* [What the task asks]: From the entries provided below, copy each line that contains the word "Give".

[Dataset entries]
.....

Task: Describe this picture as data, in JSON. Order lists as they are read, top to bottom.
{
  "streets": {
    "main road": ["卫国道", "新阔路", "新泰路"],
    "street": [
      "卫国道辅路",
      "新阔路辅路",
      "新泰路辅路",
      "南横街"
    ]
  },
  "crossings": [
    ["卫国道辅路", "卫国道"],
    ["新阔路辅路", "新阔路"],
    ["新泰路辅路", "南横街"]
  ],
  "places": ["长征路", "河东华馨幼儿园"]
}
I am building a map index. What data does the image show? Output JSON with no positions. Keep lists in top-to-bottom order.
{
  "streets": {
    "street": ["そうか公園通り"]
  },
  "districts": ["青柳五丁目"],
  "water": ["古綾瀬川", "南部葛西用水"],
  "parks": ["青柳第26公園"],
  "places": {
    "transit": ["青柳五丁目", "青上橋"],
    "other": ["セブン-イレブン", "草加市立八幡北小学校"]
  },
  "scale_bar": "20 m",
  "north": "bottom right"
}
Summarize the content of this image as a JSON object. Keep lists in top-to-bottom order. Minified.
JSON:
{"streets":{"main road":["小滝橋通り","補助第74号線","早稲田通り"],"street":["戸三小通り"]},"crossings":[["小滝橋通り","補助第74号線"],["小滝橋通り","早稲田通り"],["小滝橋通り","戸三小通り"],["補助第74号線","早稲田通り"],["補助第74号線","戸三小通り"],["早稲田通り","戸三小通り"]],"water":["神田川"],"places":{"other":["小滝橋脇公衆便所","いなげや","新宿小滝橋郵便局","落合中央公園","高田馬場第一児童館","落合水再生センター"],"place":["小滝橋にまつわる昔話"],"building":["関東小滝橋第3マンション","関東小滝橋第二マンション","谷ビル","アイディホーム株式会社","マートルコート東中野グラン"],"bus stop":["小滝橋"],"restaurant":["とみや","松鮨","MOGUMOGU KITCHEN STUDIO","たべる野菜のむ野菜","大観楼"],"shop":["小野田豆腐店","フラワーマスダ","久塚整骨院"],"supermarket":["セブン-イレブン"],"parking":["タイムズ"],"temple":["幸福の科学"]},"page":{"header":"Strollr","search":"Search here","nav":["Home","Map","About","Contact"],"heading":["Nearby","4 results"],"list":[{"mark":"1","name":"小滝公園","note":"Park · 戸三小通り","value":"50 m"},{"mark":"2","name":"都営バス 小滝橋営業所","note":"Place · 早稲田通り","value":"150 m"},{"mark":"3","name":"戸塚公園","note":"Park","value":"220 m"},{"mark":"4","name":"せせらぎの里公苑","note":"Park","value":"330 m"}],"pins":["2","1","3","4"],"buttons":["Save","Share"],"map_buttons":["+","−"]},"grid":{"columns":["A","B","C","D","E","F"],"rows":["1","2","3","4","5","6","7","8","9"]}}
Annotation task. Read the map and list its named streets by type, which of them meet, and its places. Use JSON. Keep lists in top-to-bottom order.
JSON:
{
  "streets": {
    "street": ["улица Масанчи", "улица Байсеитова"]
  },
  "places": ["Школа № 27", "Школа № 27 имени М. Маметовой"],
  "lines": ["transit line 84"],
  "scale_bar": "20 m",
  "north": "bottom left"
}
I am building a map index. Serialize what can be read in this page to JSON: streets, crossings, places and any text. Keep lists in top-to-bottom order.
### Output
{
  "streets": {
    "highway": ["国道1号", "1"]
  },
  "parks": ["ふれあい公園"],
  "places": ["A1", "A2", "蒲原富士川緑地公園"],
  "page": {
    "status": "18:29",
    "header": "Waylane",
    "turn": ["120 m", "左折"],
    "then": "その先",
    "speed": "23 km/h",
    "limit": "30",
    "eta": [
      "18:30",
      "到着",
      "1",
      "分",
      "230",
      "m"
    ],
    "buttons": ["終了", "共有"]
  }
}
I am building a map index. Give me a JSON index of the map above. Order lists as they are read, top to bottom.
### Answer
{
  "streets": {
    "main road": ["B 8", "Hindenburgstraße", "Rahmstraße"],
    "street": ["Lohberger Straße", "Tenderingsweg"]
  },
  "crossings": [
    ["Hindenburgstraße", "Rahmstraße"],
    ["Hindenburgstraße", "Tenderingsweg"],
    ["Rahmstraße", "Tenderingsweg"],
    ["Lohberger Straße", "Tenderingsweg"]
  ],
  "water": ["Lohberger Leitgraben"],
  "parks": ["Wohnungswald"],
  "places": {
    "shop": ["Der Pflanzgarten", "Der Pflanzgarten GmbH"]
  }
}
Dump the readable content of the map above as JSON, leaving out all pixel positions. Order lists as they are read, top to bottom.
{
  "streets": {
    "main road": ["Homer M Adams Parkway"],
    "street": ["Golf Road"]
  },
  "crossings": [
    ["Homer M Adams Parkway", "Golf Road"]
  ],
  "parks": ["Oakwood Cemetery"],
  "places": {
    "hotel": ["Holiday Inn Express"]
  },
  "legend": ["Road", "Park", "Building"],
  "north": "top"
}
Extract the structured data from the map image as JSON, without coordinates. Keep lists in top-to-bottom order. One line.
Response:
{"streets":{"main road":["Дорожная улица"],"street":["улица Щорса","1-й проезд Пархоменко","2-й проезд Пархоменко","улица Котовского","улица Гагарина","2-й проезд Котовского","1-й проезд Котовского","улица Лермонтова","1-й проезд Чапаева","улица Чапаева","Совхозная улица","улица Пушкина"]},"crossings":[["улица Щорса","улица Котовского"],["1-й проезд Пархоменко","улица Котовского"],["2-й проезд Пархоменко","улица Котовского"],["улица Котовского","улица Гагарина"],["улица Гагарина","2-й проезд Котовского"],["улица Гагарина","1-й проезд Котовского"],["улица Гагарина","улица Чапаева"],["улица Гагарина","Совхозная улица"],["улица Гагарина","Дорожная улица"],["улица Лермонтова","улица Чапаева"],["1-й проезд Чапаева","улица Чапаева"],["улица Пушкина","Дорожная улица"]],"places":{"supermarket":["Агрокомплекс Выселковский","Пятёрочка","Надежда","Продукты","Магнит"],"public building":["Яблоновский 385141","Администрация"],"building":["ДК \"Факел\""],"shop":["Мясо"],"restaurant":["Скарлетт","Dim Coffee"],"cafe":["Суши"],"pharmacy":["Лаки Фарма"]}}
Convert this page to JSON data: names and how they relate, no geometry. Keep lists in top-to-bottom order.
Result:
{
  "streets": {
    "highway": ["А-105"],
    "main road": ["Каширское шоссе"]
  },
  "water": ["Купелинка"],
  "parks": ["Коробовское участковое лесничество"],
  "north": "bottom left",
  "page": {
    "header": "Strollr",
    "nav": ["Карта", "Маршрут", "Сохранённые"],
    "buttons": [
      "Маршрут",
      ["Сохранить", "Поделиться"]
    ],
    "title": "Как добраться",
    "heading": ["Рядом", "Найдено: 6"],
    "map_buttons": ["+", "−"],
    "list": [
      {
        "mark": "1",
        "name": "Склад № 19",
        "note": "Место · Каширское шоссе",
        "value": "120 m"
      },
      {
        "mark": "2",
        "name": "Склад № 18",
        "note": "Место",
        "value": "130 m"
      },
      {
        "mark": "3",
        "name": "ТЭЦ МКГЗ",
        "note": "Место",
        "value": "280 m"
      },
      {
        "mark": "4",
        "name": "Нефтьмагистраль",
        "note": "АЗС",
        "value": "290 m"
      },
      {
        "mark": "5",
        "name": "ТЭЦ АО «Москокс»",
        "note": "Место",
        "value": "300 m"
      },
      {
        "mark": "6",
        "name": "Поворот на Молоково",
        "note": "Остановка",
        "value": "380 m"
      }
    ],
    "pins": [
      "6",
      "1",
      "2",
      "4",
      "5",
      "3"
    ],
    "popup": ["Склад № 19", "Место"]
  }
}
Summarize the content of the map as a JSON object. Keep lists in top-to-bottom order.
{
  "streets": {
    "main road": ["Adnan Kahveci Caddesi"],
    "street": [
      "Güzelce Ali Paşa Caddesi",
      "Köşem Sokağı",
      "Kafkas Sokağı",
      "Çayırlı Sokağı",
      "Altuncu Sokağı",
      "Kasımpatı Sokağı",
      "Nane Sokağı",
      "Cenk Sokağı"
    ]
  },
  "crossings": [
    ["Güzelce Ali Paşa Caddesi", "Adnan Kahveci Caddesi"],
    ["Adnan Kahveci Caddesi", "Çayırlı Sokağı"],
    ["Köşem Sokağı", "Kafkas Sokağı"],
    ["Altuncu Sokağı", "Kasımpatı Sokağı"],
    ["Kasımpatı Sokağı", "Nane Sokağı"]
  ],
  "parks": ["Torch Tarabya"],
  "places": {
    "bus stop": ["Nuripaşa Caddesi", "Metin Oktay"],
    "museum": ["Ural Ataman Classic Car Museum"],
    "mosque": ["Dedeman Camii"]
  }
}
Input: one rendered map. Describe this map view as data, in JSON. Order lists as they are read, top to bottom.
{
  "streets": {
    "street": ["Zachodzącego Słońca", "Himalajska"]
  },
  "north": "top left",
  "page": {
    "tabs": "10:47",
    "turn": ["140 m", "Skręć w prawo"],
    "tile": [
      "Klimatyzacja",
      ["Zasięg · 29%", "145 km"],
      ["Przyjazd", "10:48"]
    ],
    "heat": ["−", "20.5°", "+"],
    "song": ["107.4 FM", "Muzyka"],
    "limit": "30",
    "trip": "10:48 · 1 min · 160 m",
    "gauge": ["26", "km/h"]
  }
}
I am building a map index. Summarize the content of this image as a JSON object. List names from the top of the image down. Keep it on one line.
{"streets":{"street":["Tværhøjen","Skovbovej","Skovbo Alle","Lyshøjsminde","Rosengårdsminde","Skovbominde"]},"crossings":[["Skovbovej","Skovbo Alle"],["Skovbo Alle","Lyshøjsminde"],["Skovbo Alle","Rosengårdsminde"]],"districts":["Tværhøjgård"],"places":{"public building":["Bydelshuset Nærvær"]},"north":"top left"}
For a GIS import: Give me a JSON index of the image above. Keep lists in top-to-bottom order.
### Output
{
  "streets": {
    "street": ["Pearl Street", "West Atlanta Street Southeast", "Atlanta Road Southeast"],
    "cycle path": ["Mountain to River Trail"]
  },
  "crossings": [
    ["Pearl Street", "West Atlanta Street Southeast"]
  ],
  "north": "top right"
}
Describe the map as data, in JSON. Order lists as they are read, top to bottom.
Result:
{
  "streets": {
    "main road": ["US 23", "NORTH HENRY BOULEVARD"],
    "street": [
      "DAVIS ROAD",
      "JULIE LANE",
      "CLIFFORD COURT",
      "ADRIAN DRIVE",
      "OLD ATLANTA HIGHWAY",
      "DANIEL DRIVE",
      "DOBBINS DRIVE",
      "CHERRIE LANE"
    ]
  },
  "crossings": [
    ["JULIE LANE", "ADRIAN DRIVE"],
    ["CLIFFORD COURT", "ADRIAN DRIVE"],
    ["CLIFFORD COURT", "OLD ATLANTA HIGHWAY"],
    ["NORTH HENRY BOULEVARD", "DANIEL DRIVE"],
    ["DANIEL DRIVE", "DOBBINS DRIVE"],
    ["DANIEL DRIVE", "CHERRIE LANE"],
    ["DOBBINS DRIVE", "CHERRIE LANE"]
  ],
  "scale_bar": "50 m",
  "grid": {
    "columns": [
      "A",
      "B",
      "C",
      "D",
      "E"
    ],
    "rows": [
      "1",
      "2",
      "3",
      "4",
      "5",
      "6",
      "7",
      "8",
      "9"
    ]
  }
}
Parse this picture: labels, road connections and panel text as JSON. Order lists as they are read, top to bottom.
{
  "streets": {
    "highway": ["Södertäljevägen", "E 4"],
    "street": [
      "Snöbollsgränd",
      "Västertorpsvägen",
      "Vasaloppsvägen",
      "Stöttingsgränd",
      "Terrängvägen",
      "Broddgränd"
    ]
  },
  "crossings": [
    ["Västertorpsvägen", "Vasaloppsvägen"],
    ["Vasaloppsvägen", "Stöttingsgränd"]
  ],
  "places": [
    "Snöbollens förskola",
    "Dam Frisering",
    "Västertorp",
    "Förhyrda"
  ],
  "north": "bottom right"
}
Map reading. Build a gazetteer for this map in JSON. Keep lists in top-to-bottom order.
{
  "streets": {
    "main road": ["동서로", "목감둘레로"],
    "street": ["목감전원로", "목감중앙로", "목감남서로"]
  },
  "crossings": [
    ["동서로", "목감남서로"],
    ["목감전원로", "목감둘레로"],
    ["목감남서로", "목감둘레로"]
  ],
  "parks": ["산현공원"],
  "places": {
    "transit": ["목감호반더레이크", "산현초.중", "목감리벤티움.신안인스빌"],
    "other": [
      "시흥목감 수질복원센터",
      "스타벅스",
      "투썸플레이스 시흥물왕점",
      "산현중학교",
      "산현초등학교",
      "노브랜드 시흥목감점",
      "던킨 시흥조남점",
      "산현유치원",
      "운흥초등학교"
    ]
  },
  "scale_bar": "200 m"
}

.....

* [Problem solution]:
I am building a map index. Give me a JSON index of the map above. Order lists as they are read, top to bottom.
For a GIS import: Give me a JSON index of the image above. Keep lists in top-to-bottom order.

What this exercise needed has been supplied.